---------- INPUT DATA

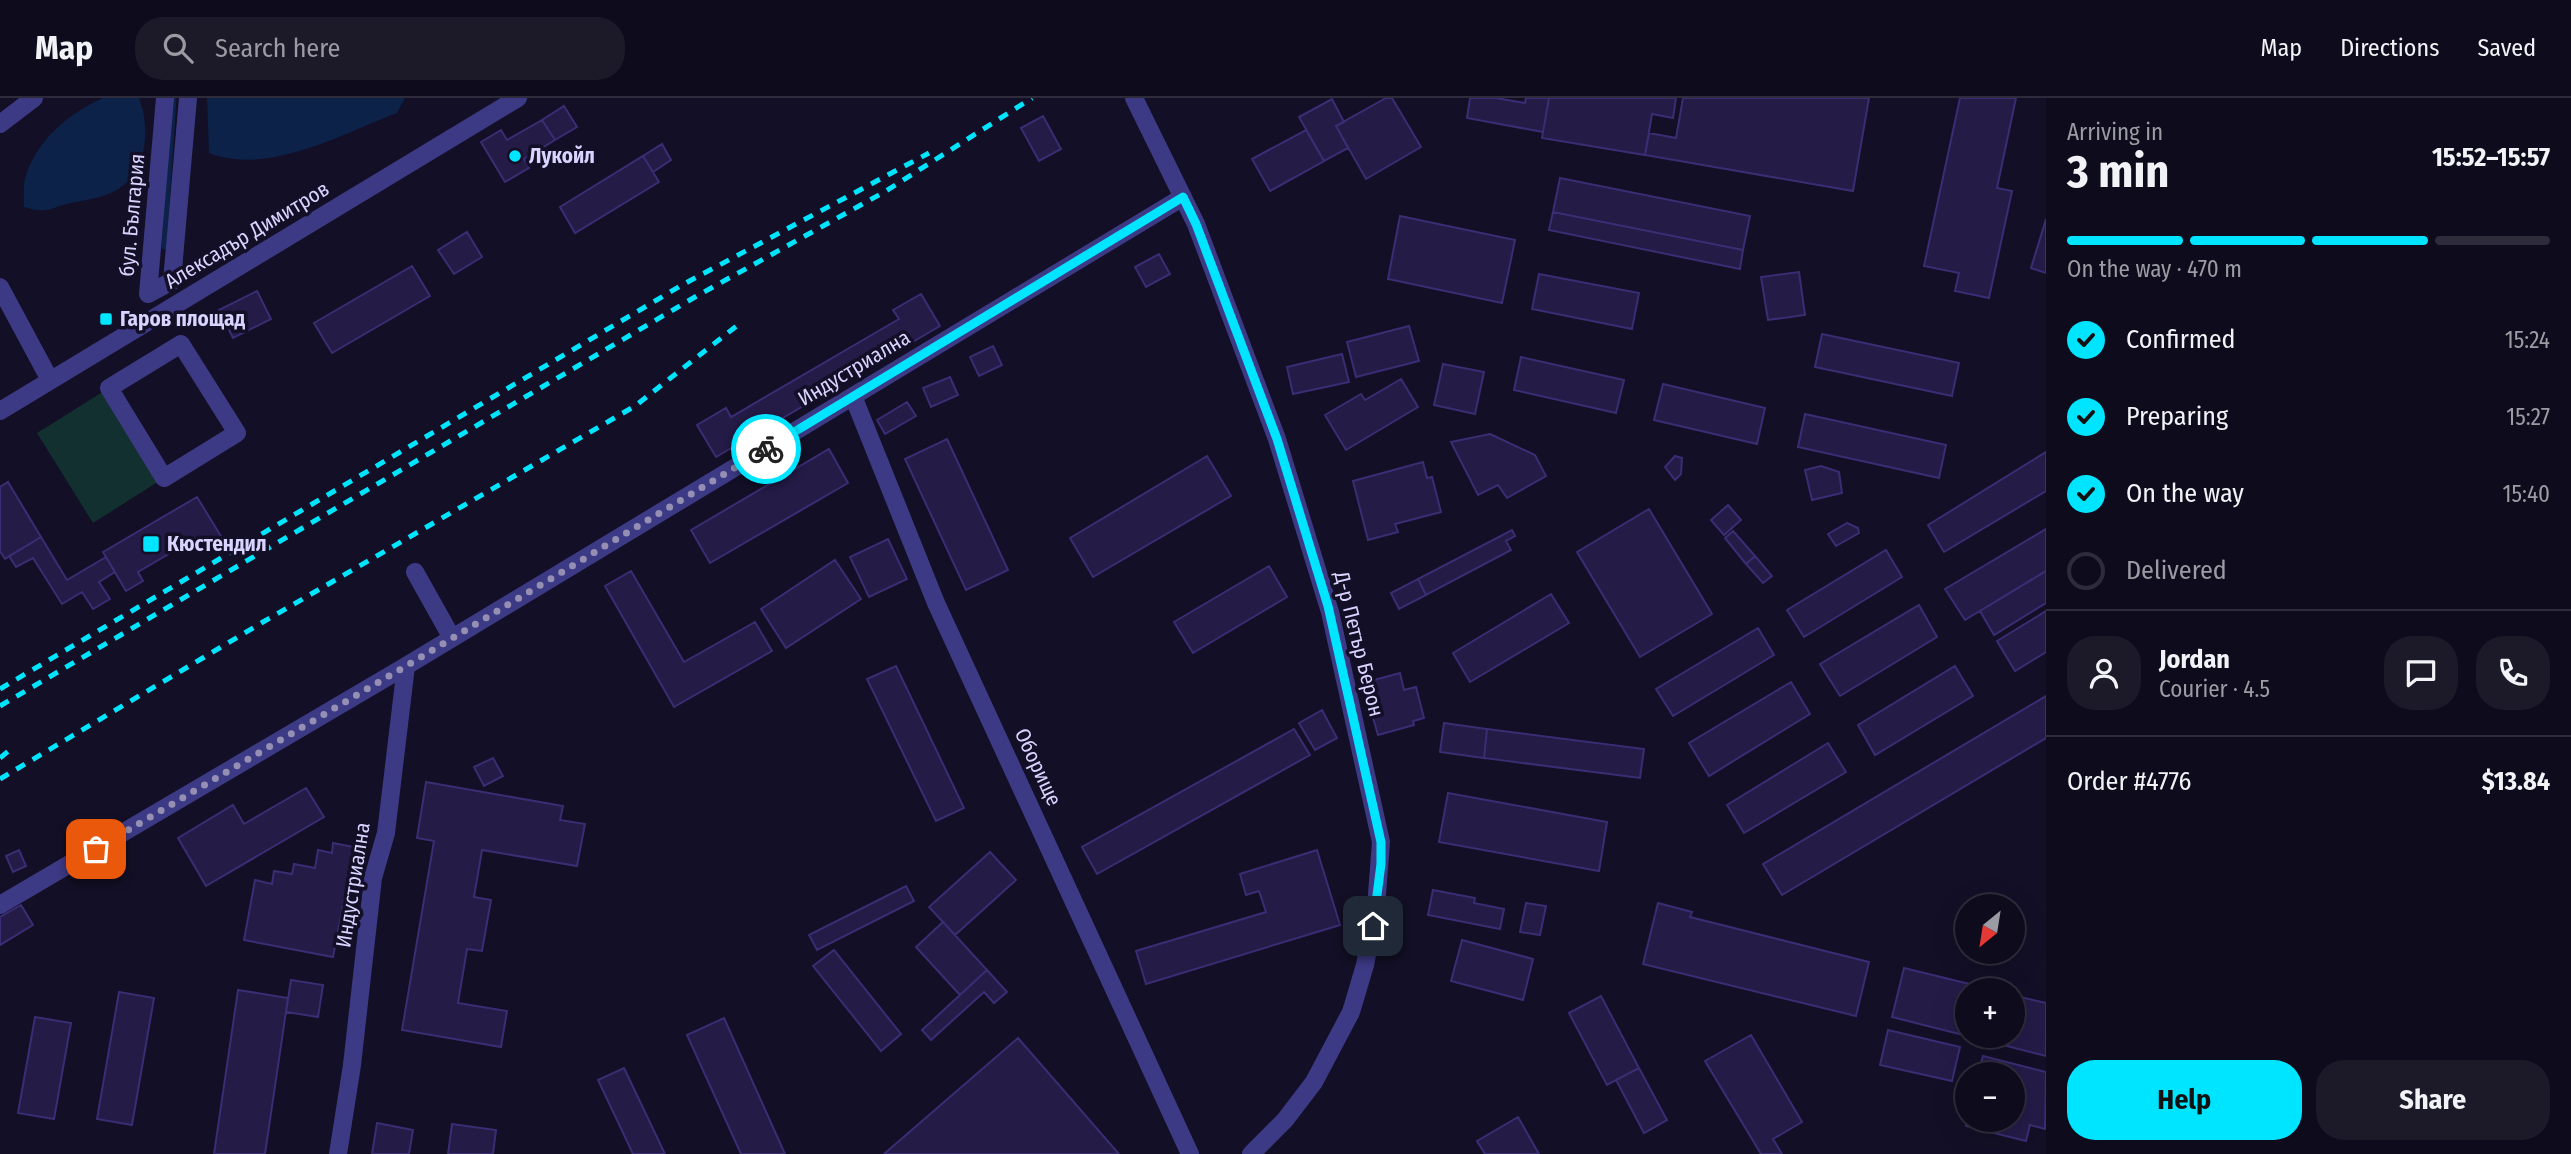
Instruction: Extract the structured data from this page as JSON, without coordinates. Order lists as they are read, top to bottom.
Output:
{
  "streets": {
    "street": [
      "бул. България",
      "Алексадър Димитров",
      "Индустриална",
      "Д-р Петър Берон",
      "Оборище"
    ]
  },
  "crossings": [
    ["Индустриална", "Д-р Петър Берон"],
    ["Индустриална", "Оборище"]
  ],
  "places": {
    "other": ["Лукойл"],
    "transit": ["Гаров площад", "Кюстендил"]
  },
  "north": "bottom left",
  "page": {
    "header": "Map",
    "search": "Search here",
    "nav": ["Map", "Directions", "Saved"],
    "heading": ["3 min", "Arriving in", "15:52–15:57"],
    "panel": [
      "Jordan",
      "Courier · 4.5",
      "Order #4776",
      "$13.84"
    ],
    "bar": "On the way · 470 m",
    "list": [
      ["Confirmed", "15:24"],
      ["Preparing", "15:27"],
      ["On the way", "15:40"],
      "Delivered"
    ],
    "map_buttons": ["+", "−"],
    "buttons": ["Help", "Share"]
  }
}
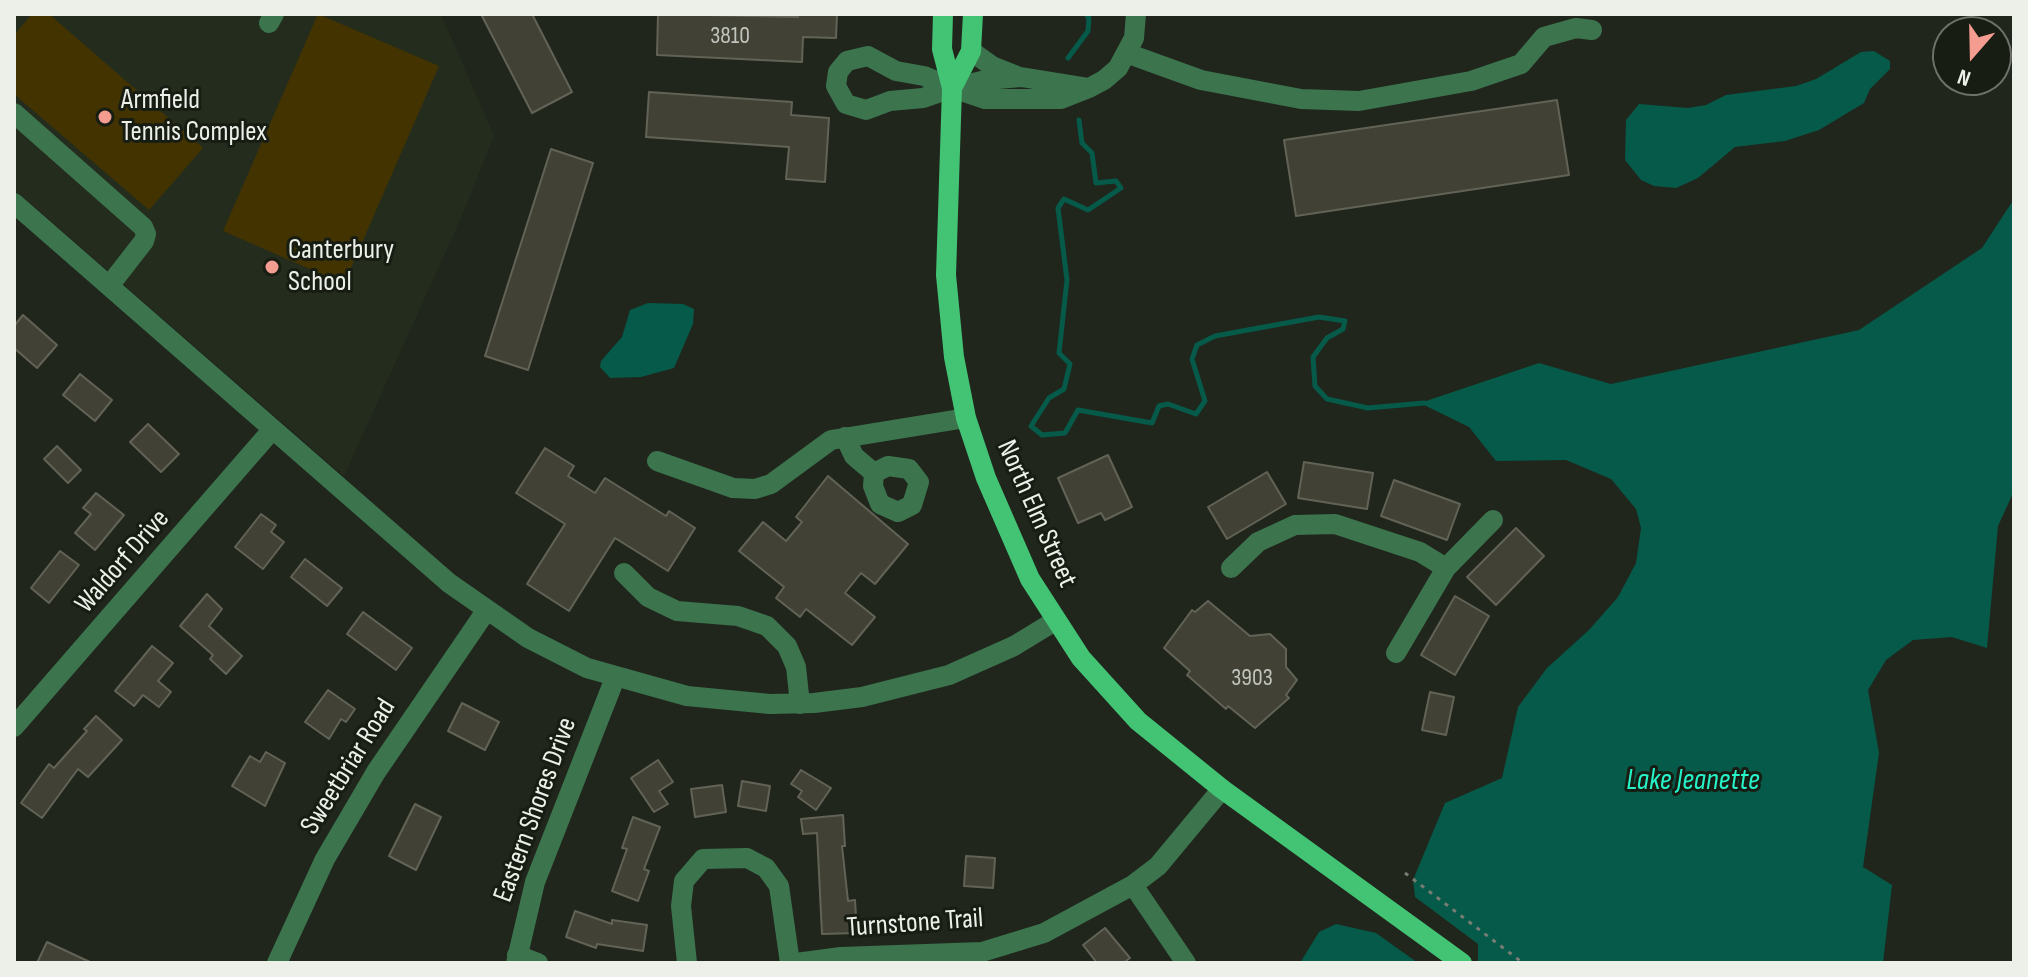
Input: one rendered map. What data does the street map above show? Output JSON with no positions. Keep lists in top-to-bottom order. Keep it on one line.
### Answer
{"streets":{"main road":["North Elm Street"],"street":["Waldorf Drive","Sweetbriar Road","Eastern Shores Drive","Turnstone Trail"]},"crossings":[["North Elm Street","Turnstone Trail"]],"water":["Lake Jeanette"],"places":["Armfield Tennis Complex","Canterbury School"],"house_numbers":["3810","3903"],"north":"bottom"}
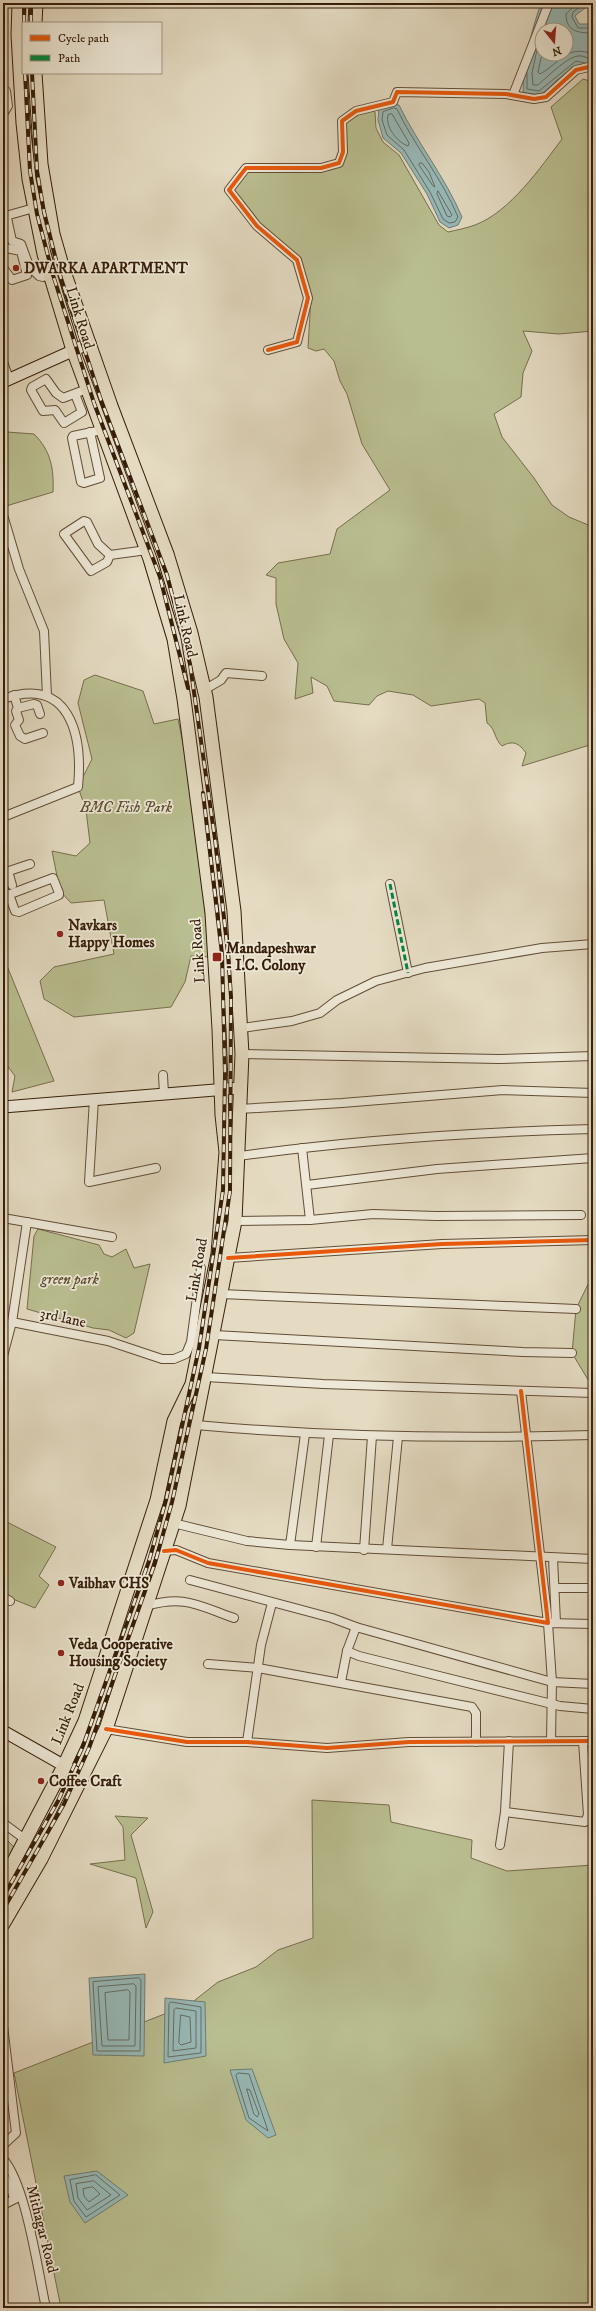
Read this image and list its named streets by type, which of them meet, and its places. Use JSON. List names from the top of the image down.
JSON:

--------------------

WORK ITEM ▸
Whenever a line of the data includes "lists", copy that line.

REPLY ▸
Instruction: Extract the structured data from this page as JSON, without coordinates. Order lists as they are read, top to bottom.
Input: one rendered map. What data does the street map above show? Output JSON with no positions. Keep lists in top-to-bottom order. Keep it on one line.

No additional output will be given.